Hinkle, 86, was one of two county supervisors, including Bill Kortum, who were recalled in 1976, in a campaign instigated by the Sonoma County Taxpayers Association.
Recall proponents insisted the issue was "excessive taxation" and "fiscal irresponsibility," while anti-recallers said it was really about future growth.
"He was in direct conflict with those who wanted to build, build, build," said his daughter, Robyn Kocher of Dakota City, Iowa.
Hinkle was described Sunday as a central player in some of the county's early environmental efforts.
"He was a key figure in advocating much more rigorous regulation of development," former west county Supervisor Eric Koenigshofer said Sunday.
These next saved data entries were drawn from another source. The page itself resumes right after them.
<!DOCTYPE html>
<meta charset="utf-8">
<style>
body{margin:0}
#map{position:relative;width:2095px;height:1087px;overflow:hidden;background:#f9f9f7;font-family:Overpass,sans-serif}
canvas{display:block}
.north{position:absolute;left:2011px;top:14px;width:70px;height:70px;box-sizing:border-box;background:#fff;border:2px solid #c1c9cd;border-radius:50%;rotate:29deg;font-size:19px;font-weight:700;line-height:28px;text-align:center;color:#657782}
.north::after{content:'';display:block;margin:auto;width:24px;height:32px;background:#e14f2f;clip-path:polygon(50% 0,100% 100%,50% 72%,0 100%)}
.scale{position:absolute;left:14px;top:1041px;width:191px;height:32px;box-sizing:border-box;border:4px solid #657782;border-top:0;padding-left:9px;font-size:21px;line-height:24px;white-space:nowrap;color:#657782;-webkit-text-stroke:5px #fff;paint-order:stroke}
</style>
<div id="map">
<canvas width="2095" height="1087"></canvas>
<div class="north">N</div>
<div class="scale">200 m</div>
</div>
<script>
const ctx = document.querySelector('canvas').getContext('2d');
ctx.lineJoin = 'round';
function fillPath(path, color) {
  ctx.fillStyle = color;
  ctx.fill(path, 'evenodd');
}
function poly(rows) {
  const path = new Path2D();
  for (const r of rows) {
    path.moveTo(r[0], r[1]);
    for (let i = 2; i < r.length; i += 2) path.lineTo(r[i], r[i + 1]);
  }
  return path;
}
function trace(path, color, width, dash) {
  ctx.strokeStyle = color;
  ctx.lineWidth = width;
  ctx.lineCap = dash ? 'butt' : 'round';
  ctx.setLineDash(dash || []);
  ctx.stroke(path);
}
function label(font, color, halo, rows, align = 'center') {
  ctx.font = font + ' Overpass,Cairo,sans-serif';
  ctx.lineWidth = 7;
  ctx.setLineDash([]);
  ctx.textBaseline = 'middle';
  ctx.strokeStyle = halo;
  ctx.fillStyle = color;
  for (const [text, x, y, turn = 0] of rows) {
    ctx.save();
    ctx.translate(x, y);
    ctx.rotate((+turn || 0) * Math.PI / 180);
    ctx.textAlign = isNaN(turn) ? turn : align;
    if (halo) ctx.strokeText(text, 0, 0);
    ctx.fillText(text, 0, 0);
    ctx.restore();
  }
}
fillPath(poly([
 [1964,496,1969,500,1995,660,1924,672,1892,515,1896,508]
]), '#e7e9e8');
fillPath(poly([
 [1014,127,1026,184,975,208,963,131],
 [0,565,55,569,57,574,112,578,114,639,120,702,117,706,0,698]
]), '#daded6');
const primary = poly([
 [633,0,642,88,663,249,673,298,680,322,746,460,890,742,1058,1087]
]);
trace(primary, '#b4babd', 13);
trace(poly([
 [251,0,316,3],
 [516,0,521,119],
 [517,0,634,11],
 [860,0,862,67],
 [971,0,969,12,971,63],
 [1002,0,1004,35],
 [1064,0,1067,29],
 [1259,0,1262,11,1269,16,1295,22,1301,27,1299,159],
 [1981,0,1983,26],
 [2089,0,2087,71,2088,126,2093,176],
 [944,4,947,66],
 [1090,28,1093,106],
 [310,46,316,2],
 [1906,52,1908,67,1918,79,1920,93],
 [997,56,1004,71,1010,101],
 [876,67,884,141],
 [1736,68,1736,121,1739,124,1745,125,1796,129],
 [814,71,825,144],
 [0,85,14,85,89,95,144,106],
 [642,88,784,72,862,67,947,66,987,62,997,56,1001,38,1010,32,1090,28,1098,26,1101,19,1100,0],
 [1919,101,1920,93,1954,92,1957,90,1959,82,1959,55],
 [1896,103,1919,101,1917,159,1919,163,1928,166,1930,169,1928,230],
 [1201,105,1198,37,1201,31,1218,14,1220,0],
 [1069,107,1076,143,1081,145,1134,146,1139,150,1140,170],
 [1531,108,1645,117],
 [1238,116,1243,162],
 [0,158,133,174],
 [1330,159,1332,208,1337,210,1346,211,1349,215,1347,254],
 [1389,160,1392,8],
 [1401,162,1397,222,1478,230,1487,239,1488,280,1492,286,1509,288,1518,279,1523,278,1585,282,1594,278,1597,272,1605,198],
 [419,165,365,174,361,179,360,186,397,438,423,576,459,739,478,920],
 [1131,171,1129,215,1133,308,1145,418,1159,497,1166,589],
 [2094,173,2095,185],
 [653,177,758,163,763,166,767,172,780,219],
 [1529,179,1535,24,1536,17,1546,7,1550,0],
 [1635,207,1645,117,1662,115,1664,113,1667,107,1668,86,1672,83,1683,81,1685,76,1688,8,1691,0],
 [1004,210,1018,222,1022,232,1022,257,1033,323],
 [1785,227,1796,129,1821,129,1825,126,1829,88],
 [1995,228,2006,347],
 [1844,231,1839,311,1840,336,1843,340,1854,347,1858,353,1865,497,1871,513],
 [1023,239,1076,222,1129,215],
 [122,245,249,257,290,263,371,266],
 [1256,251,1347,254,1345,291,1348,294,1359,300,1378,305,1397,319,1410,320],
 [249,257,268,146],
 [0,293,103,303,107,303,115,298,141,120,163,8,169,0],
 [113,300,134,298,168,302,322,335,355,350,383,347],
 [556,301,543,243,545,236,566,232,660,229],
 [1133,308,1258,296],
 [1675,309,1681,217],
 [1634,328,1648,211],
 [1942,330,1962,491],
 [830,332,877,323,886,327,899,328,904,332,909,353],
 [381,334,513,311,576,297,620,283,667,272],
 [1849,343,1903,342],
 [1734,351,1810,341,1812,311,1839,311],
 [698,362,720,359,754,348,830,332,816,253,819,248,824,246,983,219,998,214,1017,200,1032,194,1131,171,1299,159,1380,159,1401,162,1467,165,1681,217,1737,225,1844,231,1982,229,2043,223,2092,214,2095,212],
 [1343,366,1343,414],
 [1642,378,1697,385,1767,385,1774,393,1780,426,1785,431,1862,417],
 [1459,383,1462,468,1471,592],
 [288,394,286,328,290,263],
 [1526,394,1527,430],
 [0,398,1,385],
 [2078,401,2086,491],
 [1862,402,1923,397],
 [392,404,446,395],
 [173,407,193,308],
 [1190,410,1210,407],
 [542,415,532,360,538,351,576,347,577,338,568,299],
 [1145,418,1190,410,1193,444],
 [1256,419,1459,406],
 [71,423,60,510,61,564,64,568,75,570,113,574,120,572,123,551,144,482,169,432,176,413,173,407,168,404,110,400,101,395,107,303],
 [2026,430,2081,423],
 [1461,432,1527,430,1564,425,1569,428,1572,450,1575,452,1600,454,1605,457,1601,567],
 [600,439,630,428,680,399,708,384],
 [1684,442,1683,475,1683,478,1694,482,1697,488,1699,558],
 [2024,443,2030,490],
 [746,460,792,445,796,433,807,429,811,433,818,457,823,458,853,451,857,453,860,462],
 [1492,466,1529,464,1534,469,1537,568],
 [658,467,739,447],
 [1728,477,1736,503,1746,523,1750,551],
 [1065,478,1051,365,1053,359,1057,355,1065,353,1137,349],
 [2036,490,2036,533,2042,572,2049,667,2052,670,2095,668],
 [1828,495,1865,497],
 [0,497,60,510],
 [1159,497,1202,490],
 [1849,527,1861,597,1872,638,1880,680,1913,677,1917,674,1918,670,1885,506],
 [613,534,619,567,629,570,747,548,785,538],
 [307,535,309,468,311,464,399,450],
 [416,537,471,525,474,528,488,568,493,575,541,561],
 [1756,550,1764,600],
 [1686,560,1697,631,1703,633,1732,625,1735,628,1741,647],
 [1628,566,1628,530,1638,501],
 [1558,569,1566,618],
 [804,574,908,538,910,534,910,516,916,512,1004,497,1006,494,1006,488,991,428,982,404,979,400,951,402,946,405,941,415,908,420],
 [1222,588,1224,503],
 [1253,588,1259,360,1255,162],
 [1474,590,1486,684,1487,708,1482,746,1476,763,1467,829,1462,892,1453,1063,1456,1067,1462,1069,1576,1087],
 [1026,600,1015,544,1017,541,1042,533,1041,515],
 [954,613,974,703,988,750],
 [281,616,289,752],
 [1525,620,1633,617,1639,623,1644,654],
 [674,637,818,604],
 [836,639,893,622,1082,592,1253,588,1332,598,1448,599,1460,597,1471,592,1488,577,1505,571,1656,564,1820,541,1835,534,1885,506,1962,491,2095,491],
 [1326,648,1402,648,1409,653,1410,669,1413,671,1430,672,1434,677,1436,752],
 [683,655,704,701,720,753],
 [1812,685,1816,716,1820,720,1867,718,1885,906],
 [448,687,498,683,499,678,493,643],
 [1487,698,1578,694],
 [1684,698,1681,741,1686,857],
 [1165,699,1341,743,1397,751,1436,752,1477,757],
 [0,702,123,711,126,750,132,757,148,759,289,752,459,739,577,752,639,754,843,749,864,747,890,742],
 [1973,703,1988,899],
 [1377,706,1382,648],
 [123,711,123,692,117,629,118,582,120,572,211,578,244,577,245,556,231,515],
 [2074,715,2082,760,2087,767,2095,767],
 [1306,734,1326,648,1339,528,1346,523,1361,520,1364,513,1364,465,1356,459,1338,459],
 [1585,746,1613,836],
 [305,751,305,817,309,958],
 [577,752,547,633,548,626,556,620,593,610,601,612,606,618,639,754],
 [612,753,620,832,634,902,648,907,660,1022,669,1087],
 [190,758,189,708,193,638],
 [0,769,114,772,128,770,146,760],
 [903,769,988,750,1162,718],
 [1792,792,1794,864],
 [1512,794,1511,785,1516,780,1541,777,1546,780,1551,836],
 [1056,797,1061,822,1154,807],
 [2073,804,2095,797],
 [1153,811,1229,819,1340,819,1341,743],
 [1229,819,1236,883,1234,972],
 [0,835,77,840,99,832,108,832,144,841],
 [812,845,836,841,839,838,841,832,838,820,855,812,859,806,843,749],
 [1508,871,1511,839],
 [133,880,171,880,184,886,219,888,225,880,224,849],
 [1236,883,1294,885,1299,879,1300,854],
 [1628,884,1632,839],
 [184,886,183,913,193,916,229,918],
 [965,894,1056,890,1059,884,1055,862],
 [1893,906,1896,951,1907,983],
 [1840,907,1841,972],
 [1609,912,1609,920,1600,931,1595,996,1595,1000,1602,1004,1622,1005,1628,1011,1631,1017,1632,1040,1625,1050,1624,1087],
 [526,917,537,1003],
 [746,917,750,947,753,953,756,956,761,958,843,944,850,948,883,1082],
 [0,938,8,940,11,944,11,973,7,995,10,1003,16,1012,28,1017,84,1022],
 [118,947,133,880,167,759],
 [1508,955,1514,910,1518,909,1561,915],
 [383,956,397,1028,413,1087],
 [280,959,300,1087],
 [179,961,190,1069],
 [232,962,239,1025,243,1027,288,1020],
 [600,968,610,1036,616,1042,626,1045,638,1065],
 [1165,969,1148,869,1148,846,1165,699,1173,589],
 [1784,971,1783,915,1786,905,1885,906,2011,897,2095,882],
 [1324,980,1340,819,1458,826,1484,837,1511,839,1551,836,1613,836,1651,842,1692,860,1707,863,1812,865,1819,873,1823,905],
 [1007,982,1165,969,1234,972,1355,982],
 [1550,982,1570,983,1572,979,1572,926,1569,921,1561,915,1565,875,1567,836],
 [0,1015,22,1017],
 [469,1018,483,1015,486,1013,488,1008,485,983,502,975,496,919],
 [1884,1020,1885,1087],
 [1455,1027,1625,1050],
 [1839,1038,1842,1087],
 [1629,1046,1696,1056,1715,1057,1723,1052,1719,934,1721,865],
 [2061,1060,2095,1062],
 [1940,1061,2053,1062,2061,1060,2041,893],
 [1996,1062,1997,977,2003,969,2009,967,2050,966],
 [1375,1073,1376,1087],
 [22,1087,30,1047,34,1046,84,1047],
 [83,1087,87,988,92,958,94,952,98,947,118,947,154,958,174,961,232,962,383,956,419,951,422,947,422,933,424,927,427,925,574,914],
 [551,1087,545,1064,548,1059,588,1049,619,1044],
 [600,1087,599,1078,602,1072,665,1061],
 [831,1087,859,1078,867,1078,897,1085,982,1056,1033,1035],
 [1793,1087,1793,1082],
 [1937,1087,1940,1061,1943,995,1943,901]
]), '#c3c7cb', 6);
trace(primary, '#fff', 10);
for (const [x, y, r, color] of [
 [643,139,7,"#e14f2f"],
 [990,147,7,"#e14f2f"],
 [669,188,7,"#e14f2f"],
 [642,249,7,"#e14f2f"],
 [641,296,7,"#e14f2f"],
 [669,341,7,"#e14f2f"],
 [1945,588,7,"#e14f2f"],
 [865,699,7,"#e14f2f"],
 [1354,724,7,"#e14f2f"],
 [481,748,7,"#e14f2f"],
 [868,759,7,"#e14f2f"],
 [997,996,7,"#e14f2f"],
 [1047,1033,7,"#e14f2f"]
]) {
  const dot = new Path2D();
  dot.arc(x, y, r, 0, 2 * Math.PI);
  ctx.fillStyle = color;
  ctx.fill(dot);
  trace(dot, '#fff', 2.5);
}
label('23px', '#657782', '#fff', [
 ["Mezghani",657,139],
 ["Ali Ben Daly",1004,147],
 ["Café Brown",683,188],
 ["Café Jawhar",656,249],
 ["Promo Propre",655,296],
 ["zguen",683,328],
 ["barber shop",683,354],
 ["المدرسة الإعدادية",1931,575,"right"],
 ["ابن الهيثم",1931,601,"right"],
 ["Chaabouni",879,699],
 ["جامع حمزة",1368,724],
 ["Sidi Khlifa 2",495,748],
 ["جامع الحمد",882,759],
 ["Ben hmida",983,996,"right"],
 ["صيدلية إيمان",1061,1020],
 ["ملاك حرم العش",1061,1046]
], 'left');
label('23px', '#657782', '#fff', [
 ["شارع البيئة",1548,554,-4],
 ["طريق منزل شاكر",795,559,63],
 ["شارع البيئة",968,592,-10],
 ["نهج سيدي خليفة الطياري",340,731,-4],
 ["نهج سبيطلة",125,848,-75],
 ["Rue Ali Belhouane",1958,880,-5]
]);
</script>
He said Hinkle helped lay the foundation for future general plans that called for city-centered growth along Highway 101, the protection of agriculture and open space.
Hinkle served one, four-year term at a time when the population in the county mushroomed and the debate over how to regulate growth intensified.
Kortum said Sunday the recall forces that targeted him and Hinkle "hit us on taxes," but that was really a front by the "development and land speculation community."
"We had called a moratorium on all lot splits in the county until the General Plan was completed," Kortum said. "We knew it was a politically risky thing to do. But the county was being cut up very rapidly."
Hinkle had a feisty, sometimes described as abrasive personality, that did not always serve him well in the political arena.
"He was an irascible person when he wanted something. It was his way or the highway," said his daughter. "To be in politics and survive you have to be able to have diplomatic skills, something he didn't have."
She said her father had a defensiveness, a temper and fundamental insecurities that came out as bluster. But he looked out for the underdog.
"He was a sweetheart in so many ways. He really cared about people. He cared about the poor and the needy," she said, due in part to his own childhood poverty growing up during the Great Depression.
Born in Washington State, Hinkle grew up in Oregon, where his father was a handyman and his mother a nurse.
Before graduating high school he signed up for the U.S Navy and became part of the "Seabees," or construction battalion.
He served in the South Pacific during World War II and also was in the Navy during the Korean conflict.
After obtaining his G.E.D., he went on to get a bachelor's degree in 1954 from the University of Pacific in Stockton, where he met his future wife Mary Jean Heath. They were married 54 years, until her death in 2007.
It was around 1960, that the couple moved to Santa Rosa with Hinkle working as a full-time salesman for Swift & Co. meats.
A Cessna pilot and SCUBA enthusiast, Hinkle served as a volunteer with the Sonoma County Sheriff's Underwater Recovery Team. He was also president of the Sonoma County Reef Runners, a diving club.
It was his love of diving that led him toward environmental awareness, according to his family.